Review of extradition cases urged
The British Government has been urged by a group of peers to look at extradition cases involving assurances from the other state.
The House of Lords Extradition Law Committee found that the system of accepting assurances cannot guarantee the UK is meeting its human rights obligations.
In addition, the Committee also called for the Government to look at its decision to means-test legal aid in extradition cases as it believes the most recent cost-benefit analysis was "neither sufficient nor credible".
Chairman of the Committee, Lord Inglewood, said: " The Government must examine the practice of extradition taking place on the basis of assurances from the Issuing State.
"Assurances are given when there is a real risk of a person's human rights being breached if they are extradited.
"The UK must be confident that it is fulfilling its obligation to ensure that extradition will not lead to human rights abuses.

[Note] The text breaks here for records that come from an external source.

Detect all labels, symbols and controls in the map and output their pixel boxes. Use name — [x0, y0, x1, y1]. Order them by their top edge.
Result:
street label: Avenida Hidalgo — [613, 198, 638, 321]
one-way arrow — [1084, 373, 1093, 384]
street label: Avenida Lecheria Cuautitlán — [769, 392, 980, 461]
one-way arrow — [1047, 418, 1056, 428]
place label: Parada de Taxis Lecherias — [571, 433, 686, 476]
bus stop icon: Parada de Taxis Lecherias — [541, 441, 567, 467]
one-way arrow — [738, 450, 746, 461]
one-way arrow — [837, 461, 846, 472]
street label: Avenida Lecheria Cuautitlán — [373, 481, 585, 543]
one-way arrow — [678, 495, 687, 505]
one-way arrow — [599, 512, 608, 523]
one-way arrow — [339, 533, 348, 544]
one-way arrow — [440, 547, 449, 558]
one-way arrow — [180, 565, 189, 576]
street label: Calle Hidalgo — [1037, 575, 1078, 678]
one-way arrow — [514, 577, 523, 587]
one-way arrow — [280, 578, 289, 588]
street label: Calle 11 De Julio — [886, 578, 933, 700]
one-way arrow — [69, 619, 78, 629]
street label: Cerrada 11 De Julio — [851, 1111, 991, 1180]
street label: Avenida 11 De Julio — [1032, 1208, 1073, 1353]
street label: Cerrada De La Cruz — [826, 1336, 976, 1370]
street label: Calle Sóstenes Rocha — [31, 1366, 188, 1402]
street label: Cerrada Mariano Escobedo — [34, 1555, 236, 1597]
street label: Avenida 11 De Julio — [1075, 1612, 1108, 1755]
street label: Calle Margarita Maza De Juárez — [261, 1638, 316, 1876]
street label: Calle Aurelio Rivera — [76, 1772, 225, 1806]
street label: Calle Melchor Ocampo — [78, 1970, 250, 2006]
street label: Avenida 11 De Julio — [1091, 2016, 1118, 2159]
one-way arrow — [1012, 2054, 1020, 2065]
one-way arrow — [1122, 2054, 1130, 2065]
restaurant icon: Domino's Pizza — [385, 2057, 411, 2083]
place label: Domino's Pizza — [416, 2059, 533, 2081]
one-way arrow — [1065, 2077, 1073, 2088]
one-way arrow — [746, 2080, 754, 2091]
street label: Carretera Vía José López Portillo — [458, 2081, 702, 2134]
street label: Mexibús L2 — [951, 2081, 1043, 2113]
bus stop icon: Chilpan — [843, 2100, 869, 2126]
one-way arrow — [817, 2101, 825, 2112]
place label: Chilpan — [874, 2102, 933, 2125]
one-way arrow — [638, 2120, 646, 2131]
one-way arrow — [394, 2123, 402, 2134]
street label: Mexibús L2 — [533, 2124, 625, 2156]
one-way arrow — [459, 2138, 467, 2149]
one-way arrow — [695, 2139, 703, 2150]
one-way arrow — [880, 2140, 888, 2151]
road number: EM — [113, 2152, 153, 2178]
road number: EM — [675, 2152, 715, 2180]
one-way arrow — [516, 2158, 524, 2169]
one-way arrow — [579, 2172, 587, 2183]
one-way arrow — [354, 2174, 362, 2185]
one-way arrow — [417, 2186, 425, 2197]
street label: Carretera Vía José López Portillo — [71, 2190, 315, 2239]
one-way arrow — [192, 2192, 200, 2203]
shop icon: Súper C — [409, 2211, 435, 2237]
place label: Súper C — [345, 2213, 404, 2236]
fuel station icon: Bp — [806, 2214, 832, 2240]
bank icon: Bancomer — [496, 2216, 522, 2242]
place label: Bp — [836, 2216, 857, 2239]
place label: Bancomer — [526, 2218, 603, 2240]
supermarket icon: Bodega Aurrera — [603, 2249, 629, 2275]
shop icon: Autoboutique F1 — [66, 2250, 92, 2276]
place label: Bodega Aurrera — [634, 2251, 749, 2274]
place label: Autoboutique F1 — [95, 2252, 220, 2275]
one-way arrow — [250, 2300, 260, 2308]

"We are pleased that the Government is reviewing how assurances are monitored; this work must be completed as a matter of urgency.
"Furthermore, we believe that details of all assurances given to the UK should be collated and published regularly to improve the transparency of the process, enable the robust monitoring of assurances and allow for remedies and sanctions should the assurances not be adhered to."
Lord Inglewood said he was "disturbed" that the main case for not retaining legal aid in extradition cases was an economic one with "little regard for the interests of justice".
Looking at the UK and US extradition agreement, the group of peers flagged concerns about the US justice system, particularly lengthy periods of pre-trial detention and difficulties in obtaining bail.
However, the courts have found the US justice system to be compliant with the European Convention on Human Rights.
The Committee recommends that the Government seeks a clearer understanding with the US as to how those who are extradited will be treated.